When it comes to conditions surveys or forensic work, you need to ensure that you have a legal right to enter onto property not owned by your client. Otherwise, you could be faced with trespassing charges or worse, such as a claim that your forensic evidence was gained through unlawful means.

Be certain that the necessary permission is obtained, and that (when appropriate) the property owner is advised that the work you do may involve some property damage. The client should be responsible for this activity.

Limitation of Liability

Limitation of liability provisions can be written in such a way that the claims filed by a client and the client’s contractors may not exceed a certain fixed amount. In fact, this type of language was in common use during the 1970s and much of the 1980s. As design professionals pointed out to their clients, contractors who were aware that such a limitation was in place were far less likely to attempt project buy-in with the idea of filing claims later in order to make a profit.

Various documents, such as those used by lenders, require design professionals to certify that certain conditions have been met. Unfortunately, the word “certify” can be taken to mean “guarantee,” and to guarantee the existence of conditions whose existence cannot be verified is dangerous. Making it even more dangerous is the fact that problems resulting from certified conditions not actually existing have nothing to do with negligence. As such, your professional liability insurance may not cover you for any such losses.

Your client should care because, if you lose your deep pockets, chances are the claimant will come after the client, the party that caused you to sign a document that resulted in your loss of insurance. By calling the issue to the client’s attention by means of a contract provision, the client should be far more anxious to explain the situation to third-parties who seek a certification, since your signing one could increase the client’s risk.

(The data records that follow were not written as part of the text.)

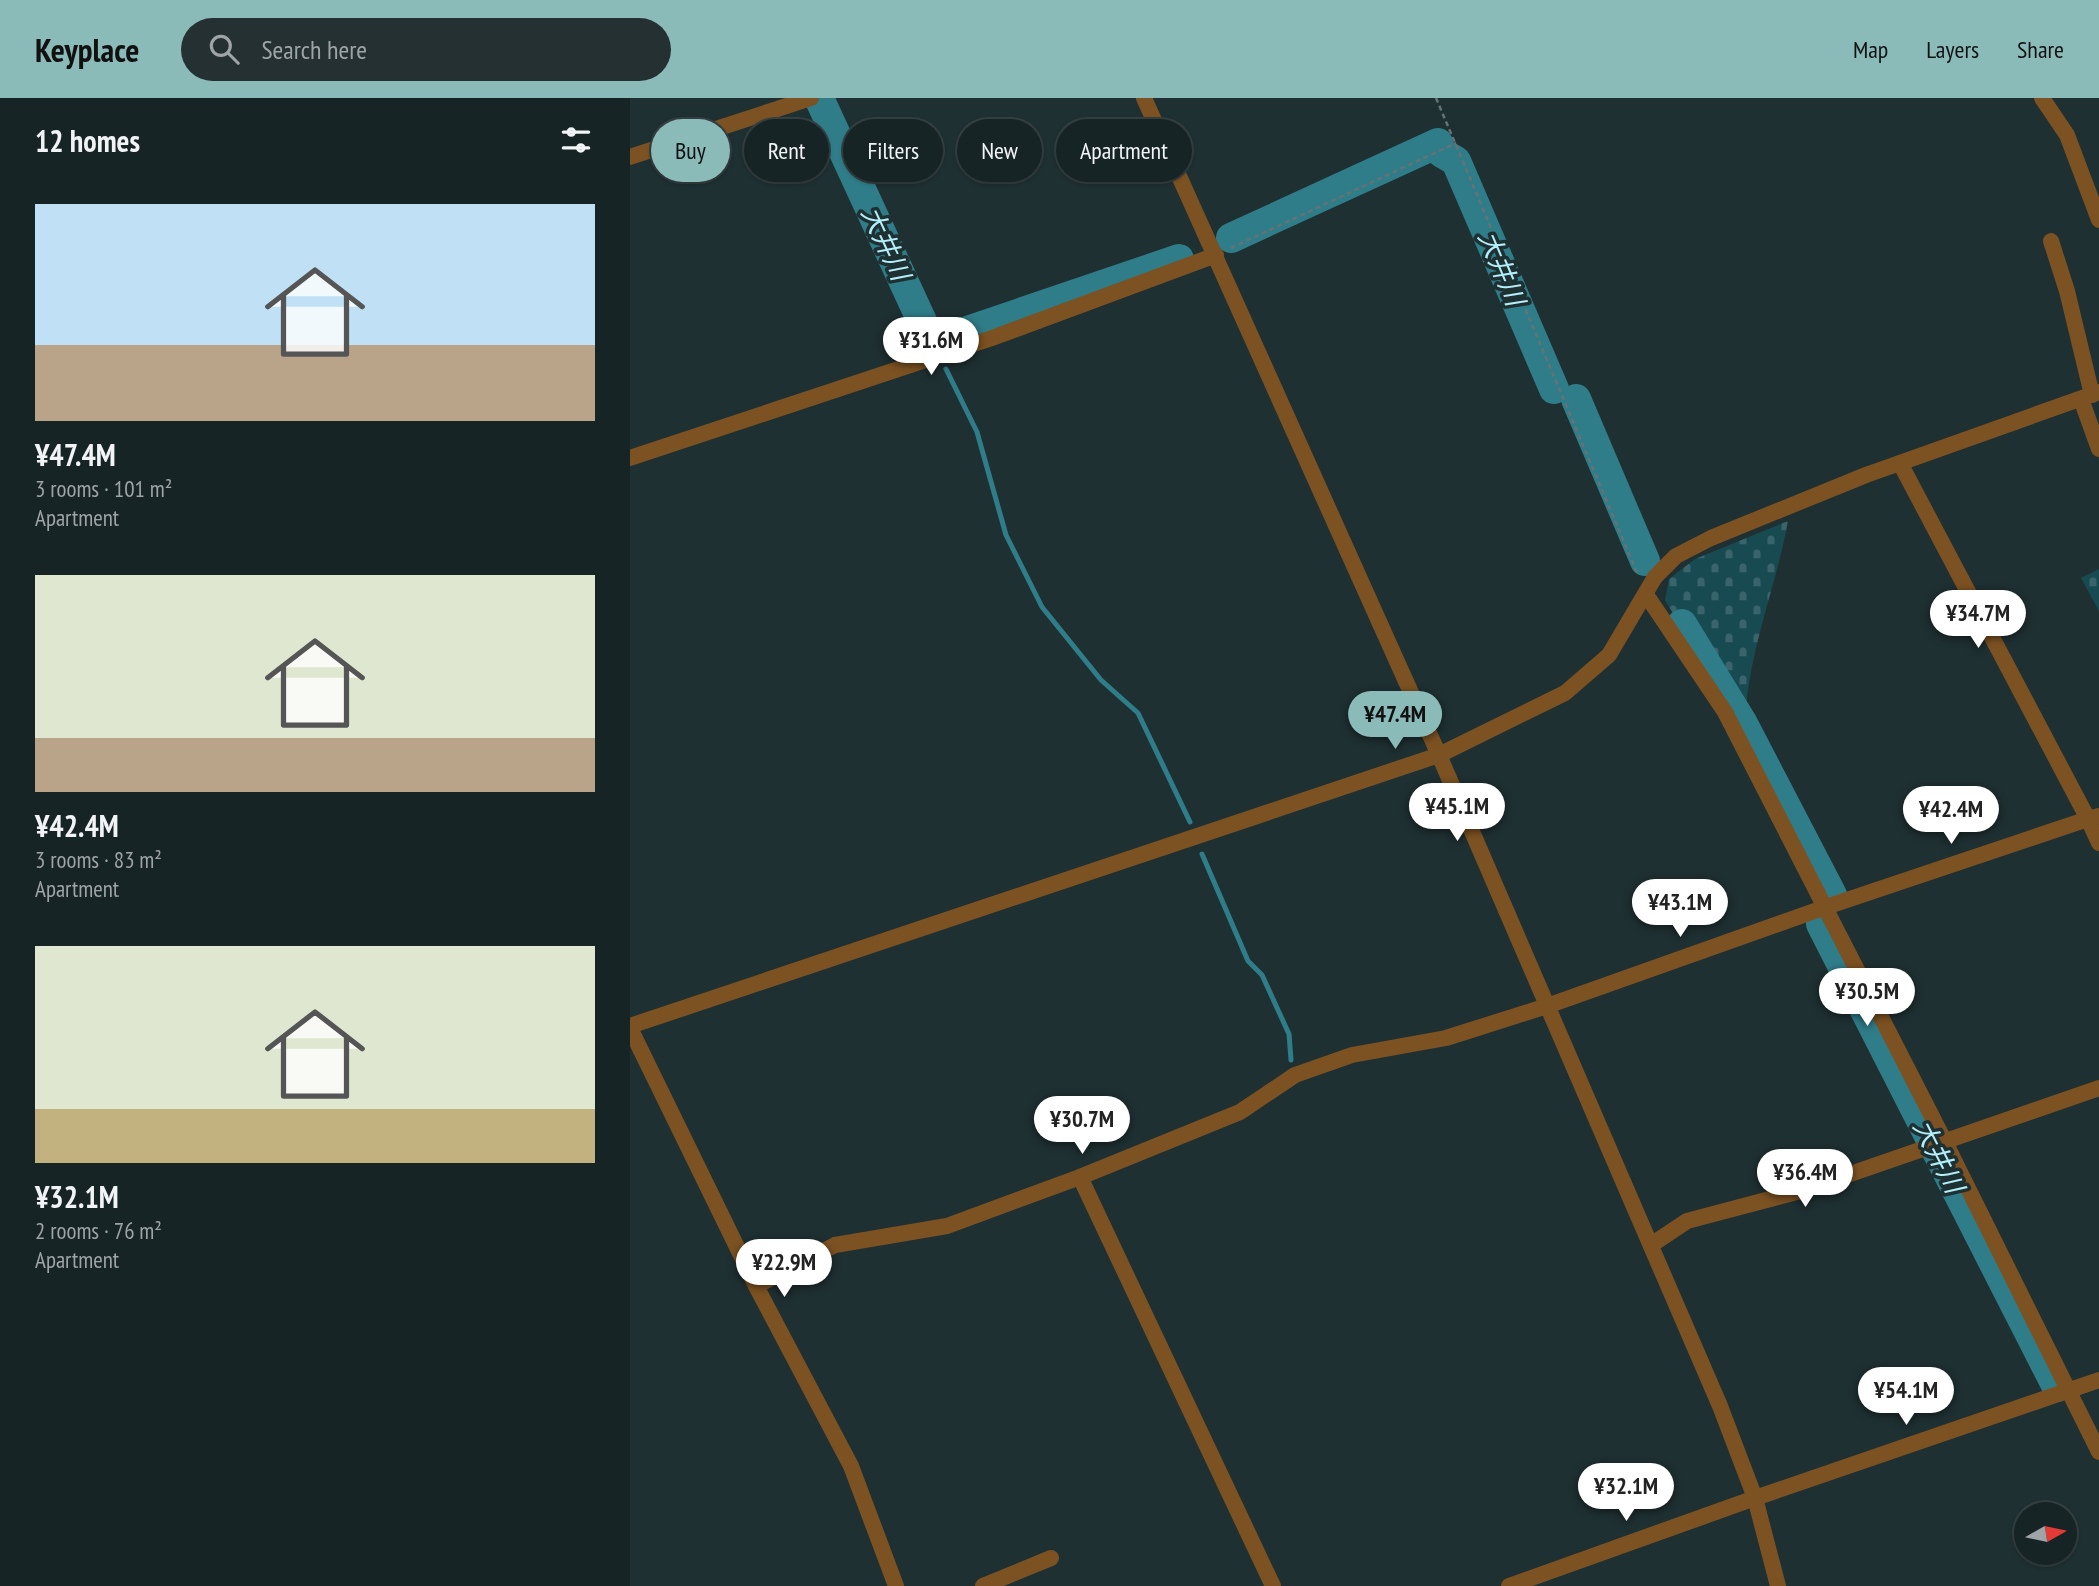 <!DOCTYPE html>
<html lang="en">
<head>
<meta charset="utf-8">
<style>
	:root { --surface:#172426; --page:#243032; --text:#f1f3f6; --muted:#9ea4a7; --line:#364143; --accent:#8bbbb9 }
	body { margin:0; font-family:"PT Sans Narrow","Noto Sans JP",sans-serif; background:var(--page); color:var(--text); height:100vh; display:flex; flex-direction:column; font-size:26px; white-space:nowrap }
	* { box-sizing:border-box; margin:0 }
	p { font-size:23px; color:var(--muted) }
	.icon { flex:none; width:38px; height:38px; fill:none; stroke:currentColor; stroke-width:2; stroke-linecap:round; stroke-linejoin:round }
	.map { position:relative; flex:1; overflow:hidden }
	.side { display:flex; flex-direction:column; background:var(--surface); width:630px }
	.side>* { flex:none }
	.top-card { position:absolute; left:21px; top:21px; width:665px; height:63px; display:flex; gap:14px }
	.needle { width:46px; rotate:81deg }
	.tools { position:absolute; left:1384px; top:1404px; display:grid; gap:14px }
	.tools a { display:grid; place-items:center; width:63px; height:63px; border-radius:50%; background:var(--surface); box-shadow:0 2px 5px #0004,0 0 0 2px var(--line); font-size:35px }
	.price { position:absolute; translate:-50% -60px; padding:0 16px; border-radius:24px; background:#fff; color:#222; font-size:23px; line-height:46px; filter:drop-shadow(0 2px 4px #0008) }
	.price::after { content:''; position:absolute; left:50%; top:42px; width:21px; height:16px; margin-left:-10px; background:inherit; clip-path:polygon(0 0,100% 0,50% 100%) }
	.price.selected { background:var(--accent); color:#111 }
	ul { padding:0; list-style:none }
	li { display:grid; align-content:center; gap:14px; height:371px; padding:0 35px }
	li span { display:grid; place-items:center; height:217px; border-radius:0px; color:#555 }
	li>.icon { margin-inline-start:auto }
	span .icon { width:126px; height:126px; fill:#fffc; stroke-width:1 }
	li b { font-size:30px }
	h2 { display:flex; justify-content:space-between; align-items:center; height:84px; padding:0 35px; font-size:30px }
	.pill { padding:0 24px; border-radius:32px; background:var(--surface); box-shadow:0 2px 5px #0004,0 0 0 2px var(--line); font-size:24px; line-height:63px }
	.pill.selected { background:var(--accent); color:#111 }
	header { display:flex; align-items:center; gap:42px; box-sizing:border-box; height:98px; padding:0 35px; background:var(--accent); color:#111 }
	header strong { font-size:33px }
	nav { display:flex; gap:38px; margin-inline-start:auto; font-size:24px }
	.search { width:490px; height:63px; background:var(--page); display:flex; align-items:center; gap:18px; box-sizing:border-box; padding:0 24px; border-radius:38px; color:var(--muted); font-size:26px }
	main { display:flex; flex:1; min-height:0 }
	.map>svg:first-child { display:block }
	.cemetery { fill:url(#cemetery-stones) }
	.lines { fill:none; stroke-linecap:round; stroke-linejoin:round }
	.stream { stroke:#2f7d89; stroke-width:5 }
	.river { stroke:#2f7d89; stroke-width:30 }
	.path { stroke:#657375; stroke-width:2.5; stroke-dasharray:5 3.5; stroke-linecap:butt }
	.minor { stroke:#7d5222; stroke-width:16 }
	.labels { text-anchor:middle; dominant-baseline:central; stroke-width:7; stroke-linejoin:round; paint-order:stroke }
	.water-label { font-size:26px; font-style:italic; fill:#b2effa; stroke:#1f3032 }
</style>
</head>
<body>
<header>
<strong>Keyplace</strong>
<div class="search"><svg class="icon" aria-label="search" viewBox="0 0 24 24"><circle cx="10" cy="10" r="6"/><path d="M15 15l6 6"/></svg>Search here</div>
<nav><a>Map</a><a>Layers</a><a>Share</a></nav>
</header>
<main>
<section class="side">
<h2>12 homes<svg class="icon" aria-label="filters" viewBox="0 0 24 24"><path d="M4 7h16M4 17h16"/><circle cx="9" cy="7" r="2"/><circle cx="15" cy="17" r="2"/></svg></h2>
<ul>
<li><span style="background:linear-gradient(#bfe0f5 65%,#b9a48a 0)"><svg class="icon" aria-label="home" viewBox="0 0 24 24"><path d="M3 11l9-7 9 7M6 9v11h12V9"/></svg></span><div><b>¥47.4M</b><p>3 rooms · 101 m²</p><p>Apartment</p></div></li>
<li><span style="background:linear-gradient(#dfe7d0 75%,#b9a48a 0)"><svg class="icon" aria-label="home" viewBox="0 0 24 24"><path d="M3 11l9-7 9 7M6 9v11h12V9"/></svg></span><div><b>¥42.4M</b><p>3 rooms · 83 m²</p><p>Apartment</p></div></li>
<li><span style="background:linear-gradient(#dfe7d0 75%,#c2b280 0)"><svg class="icon" aria-label="home" viewBox="0 0 24 24"><path d="M3 11l9-7 9 7M6 9v11h12V9"/></svg></span><div><b>¥32.1M</b><p>2 rooms · 76 m²</p><p>Apartment</p></div></li>
</ul>
</section>
<div class="map">
<svg width="1469" height="1488" viewBox="0 0 1469 1488">
	<defs>
		<pattern id="cemetery-stones" width="16" height="16" patternUnits="userSpaceOnUse" patternTransform="scale(1.75)"><rect width="16" height="16" fill="#184a52"/><path d="M2 7V4a2 2 0 0 1 4 0v3zM10 15v-3a2 2 0 0 1 4 0v3z" fill="#39646b"/></pattern>
	</defs>
	<rect width="100%" height="100%" fill="#1f3032"/>
	<g class="cemetery">
		<path d="M1158 423C1146 488 1122 544 1116 610L1108 612 1060 532 1047 522 1035 502 1039 481 1065 461Z"/>
		<polygon points="1469,471 1469,513 1451,480"/>
	</g>
	<g class="lines">
		<g class="stream">
			<polyline points="316,271 347,334 376,437 412,509 471,582 508,615 560,724"/>
			<polyline points="572,756 618,863 632,877 659,936 661,962"/>
		</g>
		<g class="river">
			<polyline points="189,0 302,245 549,161"/>
			<polyline points="812,55 826,63 924,291"/>
			<polyline points="601,140 808,45"/>
			<polyline points="946,301 1015,463"/>
			<polyline points="1052,526 1112,624 1202,797"/>
			<polyline points="1191,826 1427,1289"/>
		</g>
		<g class="path">
			<polyline points="806,0 1008,477"/>
			<polyline points="601,150 826,45"/>
		</g>
		<g class="minor">
			<polyline points="514,0 809,657 1090,1308 1125,1400 1148,1488"/>
			<polyline points="1412,0 1437,37 1469,122"/>
			<polyline points="0,59 181,0"/>
			<polyline points="1421,143 1437,193 1462,297"/>
			<polyline points="1451,301 1469,351"/>
			<polyline points="0,360 362,240 586,157"/>
			<polyline points="1017,498 1095,614 1315,1044 1469,1354"/>
			<polyline points="1469,718 1458,721 1469,745"/>
			<polyline points="0,928 809,657 935,595 979,557 1025,479 1046,458 1081,440 1236,377 1469,294"/>
			<polyline points="0,930 126,1188 221,1368 266,1488"/>
			<polyline points="1021,1147 1057,1123 1174,1092 1469,990"/>
			<polyline points="126,1188 205,1147 317,1128 450,1079"/>
			<polyline points="353,1488 421,1460"/>
			<polyline points="643,1488 450,1079 610,1014 665,977 722,957 816,940 917,908 1196,809 1458,721 1270,365"/>
			<polyline points="879,1488 1125,1400 1469,1282"/>
		</g>
	</g>
	<g class="labels">
		<g class="water-label">
			<text transform="translate(256 145) rotate(65)">大井川</text>
			<text transform="translate(872 170) rotate(67)">大井川</text>
			<text transform="translate(1309 1058) rotate(63)">大井川</text>
		</g>
	</g>
</svg>
<div class="tools">
<a><svg class="needle" viewBox="-14 -14 28 28"><path d="M0-13l5 13h-10z" fill="#e53935"/><path d="M0 13l5-13h-10z" fill="#9ea4a7"/></svg></a>
</div>
<b class="price" style="left:301px;top:279px">¥31.6M</b>
<b class="price" style="left:1348px;top:552px">¥34.7M</b>
<b class="price selected" style="left:765px;top:653px">¥47.4M</b>
<b class="price" style="left:827px;top:745px">¥45.1M</b>
<b class="price" style="left:1321px;top:748px">¥42.4M</b>
<b class="price" style="left:1050px;top:841px">¥43.1M</b>
<b class="price" style="left:1237px;top:930px">¥30.5M</b>
<b class="price" style="left:452px;top:1058px">¥30.7M</b>
<b class="price" style="left:1175px;top:1111px">¥36.4M</b>
<b class="price" style="left:154px;top:1201px">¥22.9M</b>
<b class="price" style="left:1276px;top:1329px">¥54.1M</b>
<b class="price" style="left:996px;top:1425px">¥32.1M</b>
<div class="top-card">
<a class="pill selected">Buy</a>
<a class="pill">Rent</a>
<a class="pill">Filters</a>
<a class="pill">New</a>
<a class="pill">Apartment</a>
</div>
</div>
</main>
</body>
</html>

Claims filed against you by injured contractors’ employees are among the most common third-party claims. They arise because design professionals are among the few parties available to sue, given that workers compensation laws shield contractors, and owners typically have nothing to do with what happens at a site.

In order to forestall such suits, and to permit you to reduce or eliminate any contingency allowance, you should make it clear in your agreement that you have nothing to do with the means, methods, sequence, procedures, techniques or scheduling of construction. Point out that these functions are vested solely in the contractor.

Ideally, the contractor agrees to hold you harmless unless and include an indemnity provision in the agreement between the owner and the contractor. You should be included as an additional insured on the contractor’s policy.

While it may be somewhat of a surprise to you that an effective contract can be of such value in reducing your third-party exposures, recognize that you will be in a position to obtain such an effective agreement only if you have a good relationship with your client – the same kind of relationship that can encourage your client to work out problems, rather than resorting to litigation or arbitration.

Recognize, too, that good relationships with contractors in your area can also be a major deterrent to litigation and arbitration.

Disclaimer: This article is written from an insurance perspective and is meant to be used for informational purposes only. It is not the intent of this article to provide legal advice, or advice for any specific fact, situation or circumstance. Contact legal counsel for specific advice.